(Input material)
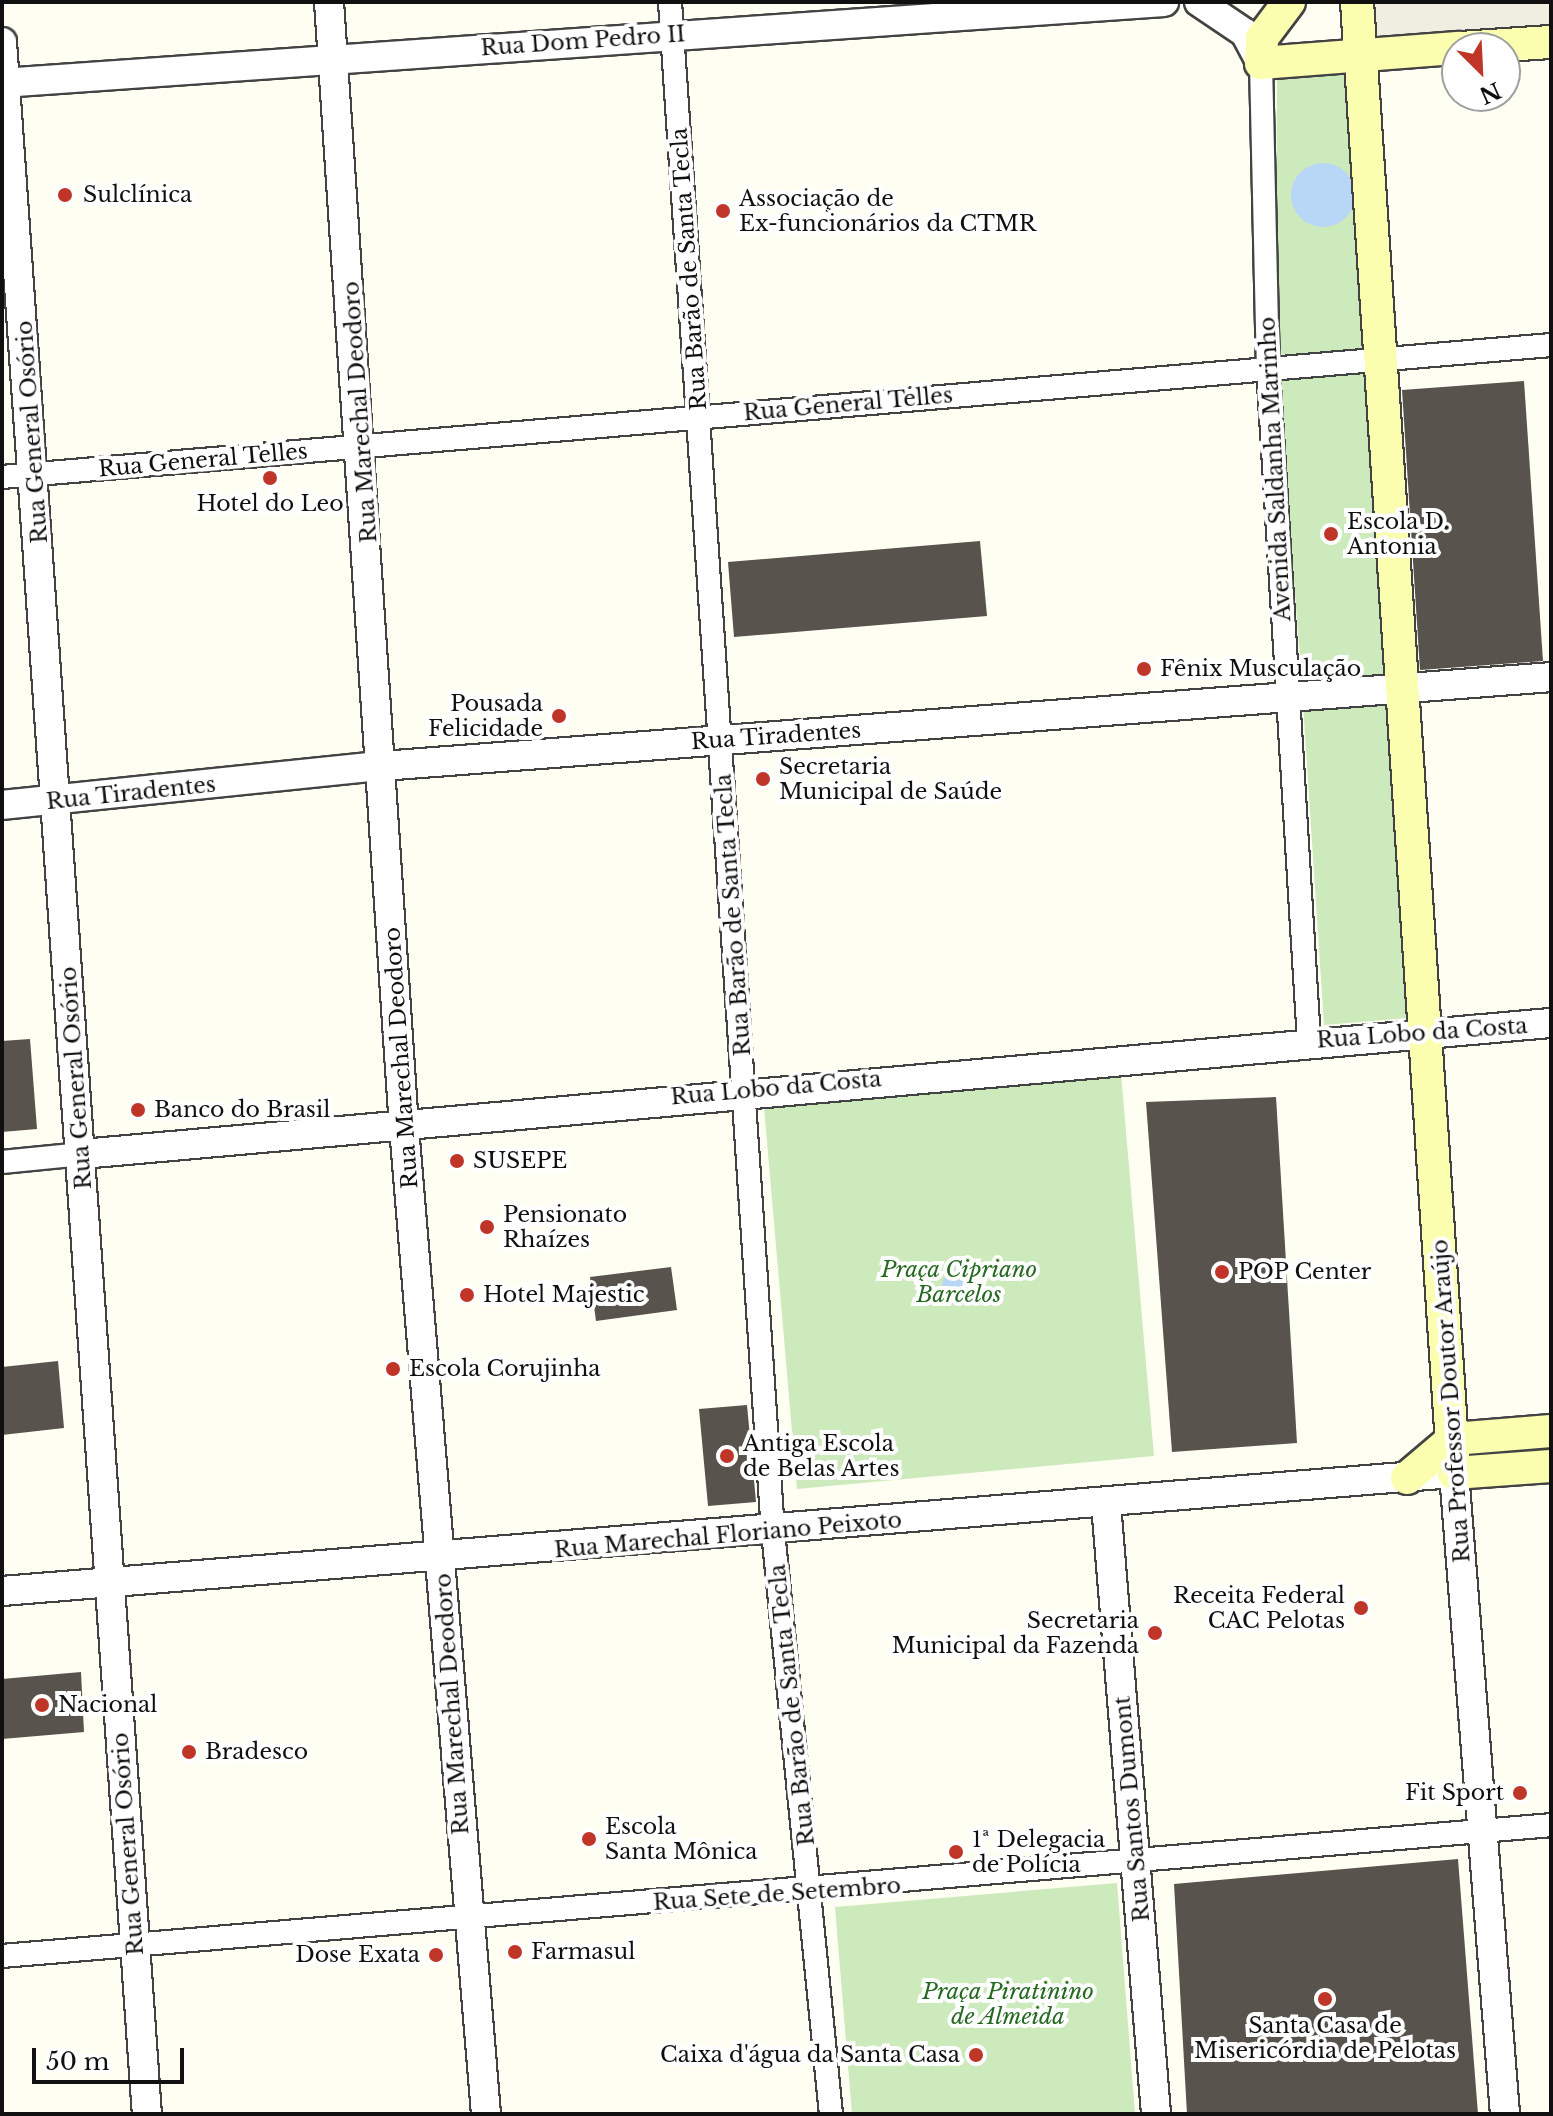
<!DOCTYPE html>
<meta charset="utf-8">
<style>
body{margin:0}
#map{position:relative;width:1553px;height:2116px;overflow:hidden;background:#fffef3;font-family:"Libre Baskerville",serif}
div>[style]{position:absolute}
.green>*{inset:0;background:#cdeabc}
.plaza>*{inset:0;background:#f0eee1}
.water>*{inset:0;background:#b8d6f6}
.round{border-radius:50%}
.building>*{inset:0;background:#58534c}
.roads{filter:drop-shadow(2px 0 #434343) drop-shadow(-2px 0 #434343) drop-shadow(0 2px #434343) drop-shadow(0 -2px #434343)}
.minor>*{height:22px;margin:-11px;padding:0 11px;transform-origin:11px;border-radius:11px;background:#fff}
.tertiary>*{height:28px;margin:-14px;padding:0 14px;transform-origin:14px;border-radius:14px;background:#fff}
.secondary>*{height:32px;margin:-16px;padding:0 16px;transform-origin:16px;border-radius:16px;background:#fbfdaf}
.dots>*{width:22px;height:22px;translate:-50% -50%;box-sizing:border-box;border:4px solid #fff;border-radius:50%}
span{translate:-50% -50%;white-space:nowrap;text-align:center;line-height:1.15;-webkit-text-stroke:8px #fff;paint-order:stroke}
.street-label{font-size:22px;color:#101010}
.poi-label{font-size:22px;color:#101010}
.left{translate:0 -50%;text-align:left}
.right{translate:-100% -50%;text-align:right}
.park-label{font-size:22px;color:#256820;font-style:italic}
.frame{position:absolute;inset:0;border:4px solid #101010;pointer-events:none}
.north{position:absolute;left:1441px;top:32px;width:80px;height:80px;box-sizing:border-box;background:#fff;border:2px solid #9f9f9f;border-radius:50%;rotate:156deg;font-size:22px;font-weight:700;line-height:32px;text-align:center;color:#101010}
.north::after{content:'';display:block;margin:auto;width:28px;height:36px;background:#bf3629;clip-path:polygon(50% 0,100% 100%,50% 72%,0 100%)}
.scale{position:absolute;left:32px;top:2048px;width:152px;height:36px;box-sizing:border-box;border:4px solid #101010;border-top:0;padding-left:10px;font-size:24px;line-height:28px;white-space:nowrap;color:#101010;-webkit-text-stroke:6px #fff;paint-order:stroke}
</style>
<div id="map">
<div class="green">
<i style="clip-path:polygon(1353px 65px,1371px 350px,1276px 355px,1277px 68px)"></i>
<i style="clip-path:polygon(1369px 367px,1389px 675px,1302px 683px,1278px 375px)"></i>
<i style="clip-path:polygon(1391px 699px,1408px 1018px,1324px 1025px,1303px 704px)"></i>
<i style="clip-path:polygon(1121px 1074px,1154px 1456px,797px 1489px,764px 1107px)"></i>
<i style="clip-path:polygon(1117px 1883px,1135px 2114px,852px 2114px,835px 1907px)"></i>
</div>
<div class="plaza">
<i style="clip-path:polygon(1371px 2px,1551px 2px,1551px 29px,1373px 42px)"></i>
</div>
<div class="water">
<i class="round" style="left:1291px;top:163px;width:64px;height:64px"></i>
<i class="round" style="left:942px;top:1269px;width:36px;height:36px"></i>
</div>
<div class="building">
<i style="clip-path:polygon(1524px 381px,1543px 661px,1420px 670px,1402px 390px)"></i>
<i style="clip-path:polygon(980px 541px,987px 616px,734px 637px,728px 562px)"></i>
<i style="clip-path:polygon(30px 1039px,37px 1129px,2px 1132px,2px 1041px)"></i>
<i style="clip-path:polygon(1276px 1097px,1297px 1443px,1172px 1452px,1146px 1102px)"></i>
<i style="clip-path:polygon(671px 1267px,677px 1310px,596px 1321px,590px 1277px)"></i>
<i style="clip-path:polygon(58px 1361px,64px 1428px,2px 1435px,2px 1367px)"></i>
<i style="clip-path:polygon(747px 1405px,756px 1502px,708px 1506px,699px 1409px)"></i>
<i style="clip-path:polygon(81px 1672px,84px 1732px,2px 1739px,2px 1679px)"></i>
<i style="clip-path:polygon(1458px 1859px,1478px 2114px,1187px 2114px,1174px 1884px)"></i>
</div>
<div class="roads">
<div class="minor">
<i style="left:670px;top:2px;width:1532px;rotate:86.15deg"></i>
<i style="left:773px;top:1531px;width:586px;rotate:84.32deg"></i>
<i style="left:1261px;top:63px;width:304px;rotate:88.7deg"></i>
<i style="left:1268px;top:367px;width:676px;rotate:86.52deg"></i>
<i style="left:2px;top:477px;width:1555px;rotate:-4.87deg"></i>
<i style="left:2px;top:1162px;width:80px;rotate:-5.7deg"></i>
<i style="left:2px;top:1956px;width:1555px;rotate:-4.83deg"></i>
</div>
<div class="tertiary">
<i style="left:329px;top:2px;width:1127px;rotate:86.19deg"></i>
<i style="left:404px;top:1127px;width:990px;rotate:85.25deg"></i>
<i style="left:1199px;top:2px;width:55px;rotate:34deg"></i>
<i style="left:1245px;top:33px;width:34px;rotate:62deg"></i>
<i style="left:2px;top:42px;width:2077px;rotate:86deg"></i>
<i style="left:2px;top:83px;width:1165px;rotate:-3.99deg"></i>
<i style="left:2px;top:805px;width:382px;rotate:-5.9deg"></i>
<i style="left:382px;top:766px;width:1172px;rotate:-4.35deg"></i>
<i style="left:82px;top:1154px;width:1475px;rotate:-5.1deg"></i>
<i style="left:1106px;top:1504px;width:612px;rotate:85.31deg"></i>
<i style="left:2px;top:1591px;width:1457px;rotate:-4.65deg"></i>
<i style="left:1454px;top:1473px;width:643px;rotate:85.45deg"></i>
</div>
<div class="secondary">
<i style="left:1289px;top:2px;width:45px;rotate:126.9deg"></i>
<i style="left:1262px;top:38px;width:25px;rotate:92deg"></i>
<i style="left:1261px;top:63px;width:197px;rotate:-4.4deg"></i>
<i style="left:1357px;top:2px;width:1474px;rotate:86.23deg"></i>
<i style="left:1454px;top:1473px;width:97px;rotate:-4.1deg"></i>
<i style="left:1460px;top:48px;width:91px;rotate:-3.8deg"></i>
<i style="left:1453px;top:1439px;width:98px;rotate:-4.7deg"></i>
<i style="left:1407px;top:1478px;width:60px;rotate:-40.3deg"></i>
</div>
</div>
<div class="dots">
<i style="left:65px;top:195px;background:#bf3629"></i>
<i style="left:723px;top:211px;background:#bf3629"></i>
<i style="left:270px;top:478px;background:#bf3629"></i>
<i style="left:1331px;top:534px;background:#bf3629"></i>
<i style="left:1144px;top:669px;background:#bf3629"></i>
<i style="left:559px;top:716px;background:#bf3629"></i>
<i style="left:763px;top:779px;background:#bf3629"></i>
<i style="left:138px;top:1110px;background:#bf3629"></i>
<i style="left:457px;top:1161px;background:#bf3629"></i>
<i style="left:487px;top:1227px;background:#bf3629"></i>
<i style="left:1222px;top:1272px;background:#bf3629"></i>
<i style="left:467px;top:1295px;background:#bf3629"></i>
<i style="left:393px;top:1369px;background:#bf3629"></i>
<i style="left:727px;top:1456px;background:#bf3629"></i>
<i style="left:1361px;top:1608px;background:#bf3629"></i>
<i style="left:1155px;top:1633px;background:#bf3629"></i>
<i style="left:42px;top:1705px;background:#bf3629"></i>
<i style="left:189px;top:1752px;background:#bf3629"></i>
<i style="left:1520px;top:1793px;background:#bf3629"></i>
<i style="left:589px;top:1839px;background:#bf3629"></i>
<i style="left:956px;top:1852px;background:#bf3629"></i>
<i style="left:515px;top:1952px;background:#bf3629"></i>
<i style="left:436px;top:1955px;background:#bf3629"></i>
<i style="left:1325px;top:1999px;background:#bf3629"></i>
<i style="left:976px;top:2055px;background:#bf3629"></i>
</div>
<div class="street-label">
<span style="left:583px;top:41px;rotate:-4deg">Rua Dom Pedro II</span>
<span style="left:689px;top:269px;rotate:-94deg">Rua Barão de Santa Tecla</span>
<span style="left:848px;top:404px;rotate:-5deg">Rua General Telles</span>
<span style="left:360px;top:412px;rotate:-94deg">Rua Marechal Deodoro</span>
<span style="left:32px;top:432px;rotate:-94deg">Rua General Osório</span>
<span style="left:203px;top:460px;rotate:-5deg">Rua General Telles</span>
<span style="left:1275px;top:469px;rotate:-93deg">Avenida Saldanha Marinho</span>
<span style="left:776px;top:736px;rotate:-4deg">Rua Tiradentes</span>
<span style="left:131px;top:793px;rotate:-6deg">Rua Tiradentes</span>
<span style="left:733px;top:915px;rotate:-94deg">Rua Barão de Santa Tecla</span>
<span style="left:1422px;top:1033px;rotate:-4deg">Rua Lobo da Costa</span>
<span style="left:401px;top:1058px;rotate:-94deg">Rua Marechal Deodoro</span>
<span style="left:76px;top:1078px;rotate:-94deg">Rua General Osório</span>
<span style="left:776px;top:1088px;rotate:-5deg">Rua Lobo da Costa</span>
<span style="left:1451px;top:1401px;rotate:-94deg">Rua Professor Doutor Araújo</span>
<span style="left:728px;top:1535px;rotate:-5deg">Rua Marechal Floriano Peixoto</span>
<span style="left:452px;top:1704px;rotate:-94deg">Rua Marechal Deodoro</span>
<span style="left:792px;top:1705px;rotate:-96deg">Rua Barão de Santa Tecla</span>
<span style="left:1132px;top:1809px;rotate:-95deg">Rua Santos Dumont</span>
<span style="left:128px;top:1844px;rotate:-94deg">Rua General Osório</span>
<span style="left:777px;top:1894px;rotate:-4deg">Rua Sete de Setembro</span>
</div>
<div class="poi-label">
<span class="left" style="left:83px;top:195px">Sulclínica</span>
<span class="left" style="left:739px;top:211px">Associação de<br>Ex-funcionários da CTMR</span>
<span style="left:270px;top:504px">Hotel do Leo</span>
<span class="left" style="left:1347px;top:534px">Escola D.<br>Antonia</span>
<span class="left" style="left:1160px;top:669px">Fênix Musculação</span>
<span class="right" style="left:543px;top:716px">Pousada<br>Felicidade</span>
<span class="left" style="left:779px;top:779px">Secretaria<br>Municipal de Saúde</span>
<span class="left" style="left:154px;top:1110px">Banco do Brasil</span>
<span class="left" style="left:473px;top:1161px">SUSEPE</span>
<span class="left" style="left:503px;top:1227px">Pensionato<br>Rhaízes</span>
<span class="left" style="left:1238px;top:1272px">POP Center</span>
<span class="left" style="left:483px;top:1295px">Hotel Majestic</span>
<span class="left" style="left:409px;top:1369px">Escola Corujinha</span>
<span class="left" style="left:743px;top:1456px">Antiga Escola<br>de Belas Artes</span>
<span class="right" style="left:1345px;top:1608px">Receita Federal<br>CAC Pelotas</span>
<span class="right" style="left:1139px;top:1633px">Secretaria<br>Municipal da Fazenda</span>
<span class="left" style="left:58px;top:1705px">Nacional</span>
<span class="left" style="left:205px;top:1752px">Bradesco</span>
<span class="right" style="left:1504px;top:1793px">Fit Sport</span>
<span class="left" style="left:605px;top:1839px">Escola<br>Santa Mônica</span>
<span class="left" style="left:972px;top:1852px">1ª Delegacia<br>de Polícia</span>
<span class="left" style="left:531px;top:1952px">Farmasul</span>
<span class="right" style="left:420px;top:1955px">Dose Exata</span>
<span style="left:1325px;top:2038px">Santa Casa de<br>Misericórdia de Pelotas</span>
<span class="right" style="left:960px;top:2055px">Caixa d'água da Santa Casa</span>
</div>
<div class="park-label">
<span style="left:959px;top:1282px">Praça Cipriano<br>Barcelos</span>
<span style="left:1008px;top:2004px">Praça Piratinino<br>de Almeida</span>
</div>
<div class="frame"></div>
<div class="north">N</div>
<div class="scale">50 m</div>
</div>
(End Input material)
**Exercise description**
Would you copy, exactly, each line from the start of the listing above through the line with "0 #434343) drop-shadow(-2px", both ends included, but none of the pictures?

**Solution for this task**
<!DOCTYPE html>
<meta charset="utf-8">
<style>
body{margin:0}
#map{position:relative;width:1553px;height:2116px;overflow:hidden;background:#fffef3;font-family:"Libre Baskerville",serif}
div>[style]{position:absolute}
.green>*{inset:0;background:#cdeabc}
.plaza>*{inset:0;background:#f0eee1}
.water>*{inset:0;background:#b8d6f6}
.round{border-radius:50%}
.building>*{inset:0;background:#58534c}
.roads{filter:drop-shadow(2px 0 #434343) drop-shadow(-2px 0 #434343) drop-shadow(0 2px #434343) drop-shadow(0 -2px #434343)}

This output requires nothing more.